> **What is expected**
Print the records below exactly, starting at the first line and stopping after the line that contains "filter:drop-shadow(0 0 2px". Leave out any pictures.

> **Stored data**
[Start of section]
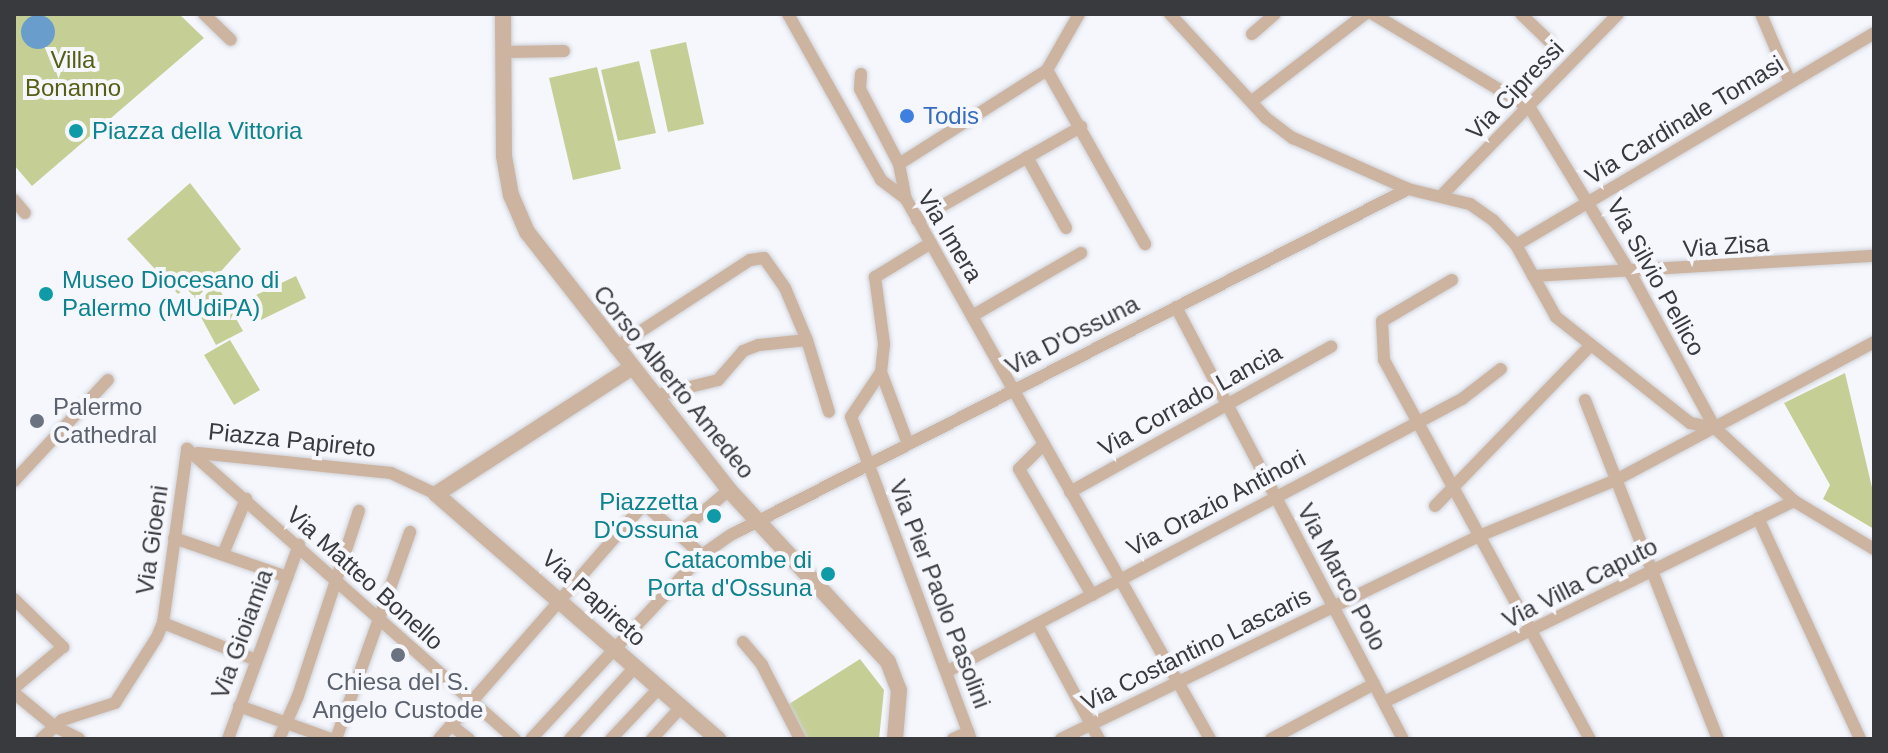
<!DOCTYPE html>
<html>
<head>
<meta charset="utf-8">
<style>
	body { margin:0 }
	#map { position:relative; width:1888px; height:753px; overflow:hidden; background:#f5f7fd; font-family:Arial,sans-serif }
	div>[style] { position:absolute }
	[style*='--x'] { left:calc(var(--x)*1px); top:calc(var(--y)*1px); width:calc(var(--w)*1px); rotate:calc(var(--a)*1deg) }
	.green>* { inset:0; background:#c5cf95 }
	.water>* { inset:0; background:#699ecc }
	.round { border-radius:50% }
	.roads { filter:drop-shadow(0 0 2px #cfd1d7) drop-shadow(0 0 2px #cfd1d7) }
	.minor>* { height:12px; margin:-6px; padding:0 6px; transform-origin:6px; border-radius:6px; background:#cdb4a0 }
	.tertiary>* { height:16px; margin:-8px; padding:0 8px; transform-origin:8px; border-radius:8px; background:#cdb4a0 }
	.dots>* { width:22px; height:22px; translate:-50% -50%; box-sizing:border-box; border:4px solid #f5f7fd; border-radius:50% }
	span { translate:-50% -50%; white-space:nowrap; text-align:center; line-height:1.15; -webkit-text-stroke:8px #f5f7fd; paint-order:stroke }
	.park-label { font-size:24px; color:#565e13 }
	.street-label { font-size:24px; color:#383a3e }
	.shop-label { font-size:24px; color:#366cbe }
	.left { translate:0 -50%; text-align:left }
	.culture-label { font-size:24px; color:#0d838f }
	.right { translate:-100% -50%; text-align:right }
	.worship-label { font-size:24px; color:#5b616d }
	.frame { position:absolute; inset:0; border:16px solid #383a3e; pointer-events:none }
</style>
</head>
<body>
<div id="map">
	<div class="green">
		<div style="clip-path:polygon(14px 14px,179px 14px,204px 38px,32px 186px,14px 165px)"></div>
		<div style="clip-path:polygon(686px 42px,704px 124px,668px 132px,650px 50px)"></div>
		<div style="clip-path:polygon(639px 61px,656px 133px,618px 141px,601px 70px)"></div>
		<div style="clip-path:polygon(597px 67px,621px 169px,573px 180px,549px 78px)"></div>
		<div style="clip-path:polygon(190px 183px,241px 249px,196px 299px,186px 288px,178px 294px,127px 239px)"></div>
		<div style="clip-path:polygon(296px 276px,306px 298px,261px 320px,250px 298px)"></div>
		<div style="clip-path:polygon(213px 287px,221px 292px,243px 331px,216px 345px,195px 306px)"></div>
		<div style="clip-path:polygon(230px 340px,260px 390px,234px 405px,204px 355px)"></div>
		<div style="clip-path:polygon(1845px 373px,1874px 496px,1874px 529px,1823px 499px,1830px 485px,1784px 403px)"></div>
		<div style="clip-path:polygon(860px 659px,884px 690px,879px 739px,800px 739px,789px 704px)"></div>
	</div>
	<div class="water">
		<div class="round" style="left:21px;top:15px;width:34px;height:34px"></div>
	</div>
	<div class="roads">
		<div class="minor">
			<div style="--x:204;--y:14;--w:37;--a:44"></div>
			<div style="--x:788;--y:14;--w:190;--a:60.7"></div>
			<div style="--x:881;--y:180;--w:31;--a:37"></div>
			<div style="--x:906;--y:199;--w:620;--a:60.62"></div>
			<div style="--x:1170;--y:14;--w:142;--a:47.3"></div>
			<div style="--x:1266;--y:118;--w:34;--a:37"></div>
			<div style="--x:1293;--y:138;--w:126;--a:23.9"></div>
			<div style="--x:1408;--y:189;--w:64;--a:13.6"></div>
			<div style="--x:1470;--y:204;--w:28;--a:35"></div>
			<div style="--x:1493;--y:220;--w:34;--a:47"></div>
			<div style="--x:1516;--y:245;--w:82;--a:60.9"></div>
			<div style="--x:1556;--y:317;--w:171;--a:38.3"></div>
			<div style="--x:1690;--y:423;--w:25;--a:11"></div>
			<div style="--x:1715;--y:428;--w:108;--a:42.7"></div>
			<div style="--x:1794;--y:501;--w:93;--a:31"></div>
			<div style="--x:1373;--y:14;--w:183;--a:30.9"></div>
			<div style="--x:1530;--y:108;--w:194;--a:58.7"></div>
			<div style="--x:1631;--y:274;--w:175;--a:61.4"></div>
			<div style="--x:1521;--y:14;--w:39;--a:44"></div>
			<div style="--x:1761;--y:14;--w:74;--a:66.9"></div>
			<div style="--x:1252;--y:34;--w:30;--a:-41"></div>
			<div style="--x:503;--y:52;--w:61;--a:-0.9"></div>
			<div style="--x:1047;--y:70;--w:200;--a:60.6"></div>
			<div style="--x:861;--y:74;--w:15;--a:94"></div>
			<div style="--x:860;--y:89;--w:85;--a:62.5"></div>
			<div style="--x:899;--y:164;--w:36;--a:79"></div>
			<div style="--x:1252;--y:101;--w:143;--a:-37.6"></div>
			<div style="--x:1027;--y:157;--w:81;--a:61.2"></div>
			<div style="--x:899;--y:164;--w:175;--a:-32.4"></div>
			<div style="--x:1047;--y:70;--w:64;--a:-60.3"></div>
			<div style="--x:1442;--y:195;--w:252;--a:-45.8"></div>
			<div style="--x:14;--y:200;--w:17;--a:50"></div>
			<div style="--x:917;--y:220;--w:189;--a:-29.6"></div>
			<div style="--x:931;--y:243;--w:66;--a:148.7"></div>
			<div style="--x:875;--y:277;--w:68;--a:82.3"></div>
			<div style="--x:884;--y:344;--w:28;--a:96"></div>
			<div style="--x:881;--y:372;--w:54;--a:123.7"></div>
			<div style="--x:851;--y:417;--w:344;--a:69.6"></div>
			<div style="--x:1516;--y:245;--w:416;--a:-30.6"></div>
			<div style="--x:1533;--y:276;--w:342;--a:-3.4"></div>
			<div style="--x:1452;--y:280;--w:81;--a:149.6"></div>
			<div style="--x:1382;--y:321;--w:39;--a:87"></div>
			<div style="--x:1384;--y:360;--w:431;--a:61.5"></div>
			<div style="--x:1176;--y:307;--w:488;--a:62.3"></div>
			<div style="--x:972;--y:316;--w:126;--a:-30"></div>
			<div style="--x:615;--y:348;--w:161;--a:-33.1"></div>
			<div style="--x:750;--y:260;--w:14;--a:-8"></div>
			<div style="--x:764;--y:258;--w:37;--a:55"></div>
			<div style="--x:785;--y:288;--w:56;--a:67.1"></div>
			<div style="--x:807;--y:340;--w:75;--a:73"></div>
			<div style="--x:881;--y:372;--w:77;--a:69.4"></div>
			<div style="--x:657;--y:395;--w:63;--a:-13.8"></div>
			<div style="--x:718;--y:380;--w:38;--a:-49"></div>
			<div style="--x:743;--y:351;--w:17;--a:-21"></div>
			<div style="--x:759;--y:345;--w:48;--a:-5.9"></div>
			<div style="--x:1585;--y:400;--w:364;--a:68.6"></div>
			<div style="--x:1044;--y:444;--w:35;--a:135"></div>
			<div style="--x:1019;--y:469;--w:146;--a:59.9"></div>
			<div style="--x:187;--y:449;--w:438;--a:41.5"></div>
			<div style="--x:198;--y:453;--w:194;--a:5.9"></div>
			<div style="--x:391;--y:473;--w:50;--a:25"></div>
			<div style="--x:14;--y:481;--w:138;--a:-47.1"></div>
			<div style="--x:1070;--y:492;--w:299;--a:-29.1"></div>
			<div style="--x:1435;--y:506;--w:224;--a:-45.9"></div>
			<div style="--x:1758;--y:518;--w:243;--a:65.2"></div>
			<div style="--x:678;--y:533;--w:67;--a:-40.1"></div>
			<div style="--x:174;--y:538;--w:120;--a:19"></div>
			<div style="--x:223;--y:554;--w:60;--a:-67.3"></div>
			<div style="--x:14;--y:599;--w:69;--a:44.4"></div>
			<div style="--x:63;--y:647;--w:64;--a:140.1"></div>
			<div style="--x:163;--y:623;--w:100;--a:21.7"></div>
			<div style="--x:1037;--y:624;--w:131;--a:61.7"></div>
			<div style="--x:743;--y:642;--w:30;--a:50"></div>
			<div style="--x:762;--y:665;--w:83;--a:62.8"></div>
			<div style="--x:948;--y:671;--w:582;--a:-27.89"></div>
			<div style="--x:1462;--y:399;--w:49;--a:-37.6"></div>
			<div style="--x:14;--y:693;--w:52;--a:39.5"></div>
			<div style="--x:54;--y:726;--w:28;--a:27"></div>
			<div style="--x:1384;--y:702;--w:457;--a:-26.1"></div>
			<div style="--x:239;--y:706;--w:98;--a:19.7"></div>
			<div style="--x:451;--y:725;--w:23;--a:38"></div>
			<div style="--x:41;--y:739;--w:28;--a:-42"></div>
			<div style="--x:62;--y:720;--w:56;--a:-17.8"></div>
			<div style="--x:115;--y:703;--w:78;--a:-57.5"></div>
			<div style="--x:157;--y:637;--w:15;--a:-67"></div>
			<div style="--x:163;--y:623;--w:176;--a:-82.1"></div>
			<div style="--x:228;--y:739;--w:207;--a:-69.9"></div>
			<div style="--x:279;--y:739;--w:47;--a:-66.2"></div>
			<div style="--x:298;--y:696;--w:195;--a:-71.8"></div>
			<div style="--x:336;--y:739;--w:220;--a:-70.3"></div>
			<div style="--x:439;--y:739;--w:312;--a:-48.9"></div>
			<div style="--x:644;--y:504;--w:77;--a:41.3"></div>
			<div style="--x:531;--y:739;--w:251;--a:-47.1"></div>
			<div style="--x:702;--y:555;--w:35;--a:-35"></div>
			<div style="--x:731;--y:535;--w:760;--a:-27.07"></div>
			<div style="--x:570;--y:739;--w:97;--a:-47.9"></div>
			<div style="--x:611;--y:739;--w:70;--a:-46.7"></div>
			<div style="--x:652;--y:739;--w:43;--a:-47.8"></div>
			<div style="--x:953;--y:739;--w:17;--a:-25"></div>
			<div style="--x:1061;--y:739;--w:465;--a:-25.9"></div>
			<div style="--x:1479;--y:536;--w:148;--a:-22.2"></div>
			<div style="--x:1616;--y:480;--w:293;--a:-28.1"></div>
			<div style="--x:1271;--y:739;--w:117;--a:-28.1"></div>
		</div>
		<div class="tertiary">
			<div style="--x:503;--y:14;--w:142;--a:89.6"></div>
			<div style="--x:504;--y:156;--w:40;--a:80"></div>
			<div style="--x:511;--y:195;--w:40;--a:66.6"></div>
			<div style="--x:527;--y:232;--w:328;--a:51.9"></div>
			<div style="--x:729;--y:490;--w:234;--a:47.2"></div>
			<div style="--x:888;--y:662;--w:30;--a:69"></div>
			<div style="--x:899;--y:690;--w:49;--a:94.7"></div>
			<div style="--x:631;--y:368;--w:232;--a:147.1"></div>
			<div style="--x:436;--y:494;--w:374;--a:41"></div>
		</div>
	</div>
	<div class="dots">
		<div style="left:907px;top:116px;background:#3f7fe0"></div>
		<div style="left:76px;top:131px;background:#0f9aa8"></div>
		<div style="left:46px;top:294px;background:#0f9aa8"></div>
		<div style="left:37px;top:421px;background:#6b7280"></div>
		<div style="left:714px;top:516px;background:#0f9aa8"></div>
		<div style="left:828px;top:574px;background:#0f9aa8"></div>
		<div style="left:398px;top:655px;background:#6b7280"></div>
	</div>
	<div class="park-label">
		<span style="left:73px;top:74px">Villa<br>Bonanno</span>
	</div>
	<div class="street-label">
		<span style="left:1515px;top:90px;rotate:-46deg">Via Cipressi</span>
		<span style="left:1684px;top:120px;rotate:-31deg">Via Cardinale Tomasi</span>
		<span style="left:950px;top:236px;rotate:59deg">Via Imera</span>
		<span style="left:1726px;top:246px;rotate:-4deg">Via Zisa</span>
		<span style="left:1656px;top:277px;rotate:61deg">Via Silvio Pellico</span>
		<span style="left:1072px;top:335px;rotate:-27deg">Via D'Ossuna</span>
		<span style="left:674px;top:382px;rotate:51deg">Corso Alberto Amedeo</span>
		<span style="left:1190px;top:400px;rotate:-29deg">Via Corrado Lancia</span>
		<span style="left:292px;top:440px;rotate:6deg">Piazza Papireto</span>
		<span style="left:1216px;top:503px;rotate:-28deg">Via Orazio Antinori</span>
		<span style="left:152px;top:540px;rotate:-82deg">Via Gioeni</span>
		<span style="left:1342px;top:577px;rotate:62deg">Via Marco Polo</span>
		<span style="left:365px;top:578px;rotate:42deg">Via Matteo Bonello</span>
		<span style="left:1580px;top:583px;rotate:-27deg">Via Villa Caputo</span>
		<span style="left:940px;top:594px;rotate:69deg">Via Pier Paolo Pasolini</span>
		<span style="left:594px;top:598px;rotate:42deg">Via Papireto</span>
		<span style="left:242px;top:634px;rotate:-70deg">Via Gioiamia</span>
		<span style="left:1196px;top:649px;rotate:-26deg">Via Costantino Lascaris</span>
	</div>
	<div class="shop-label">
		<span class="left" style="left:923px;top:116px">Todis</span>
	</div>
	<div class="culture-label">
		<span class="left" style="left:92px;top:131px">Piazza della Vittoria</span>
		<span class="left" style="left:62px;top:294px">Museo Diocesano di<br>Palermo (MUdiPA)</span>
		<span class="right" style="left:698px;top:516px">Piazzetta<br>D'Ossuna</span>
		<span class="right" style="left:812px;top:574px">Catacombe di<br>Porta d'Ossuna</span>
	</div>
	<div class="worship-label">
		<span class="left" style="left:53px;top:421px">Palermo<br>Cathedral</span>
		<span style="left:398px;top:696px">Chiesa del S.<br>Angelo Custode</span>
	</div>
	<div class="frame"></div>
</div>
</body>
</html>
[End of section]
> **Answer for the task**
<!DOCTYPE html>
<html>
<head>
<meta charset="utf-8">
<style>
	body { margin:0 }
	#map { position:relative; width:1888px; height:753px; overflow:hidden; background:#f5f7fd; font-family:Arial,sans-serif }
	div>[style] { position:absolute }
	[style*='--x'] { left:calc(var(--x)*1px); top:calc(var(--y)*1px); width:calc(var(--w)*1px); rotate:calc(var(--a)*1deg) }
	.green>* { inset:0; background:#c5cf95 }
	.water>* { inset:0; background:#699ecc }
	.round { border-radius:50% }
	.roads { filter:drop-shadow(0 0 2px #cfd1d7) drop-shadow(0 0 2px #cfd1d7) }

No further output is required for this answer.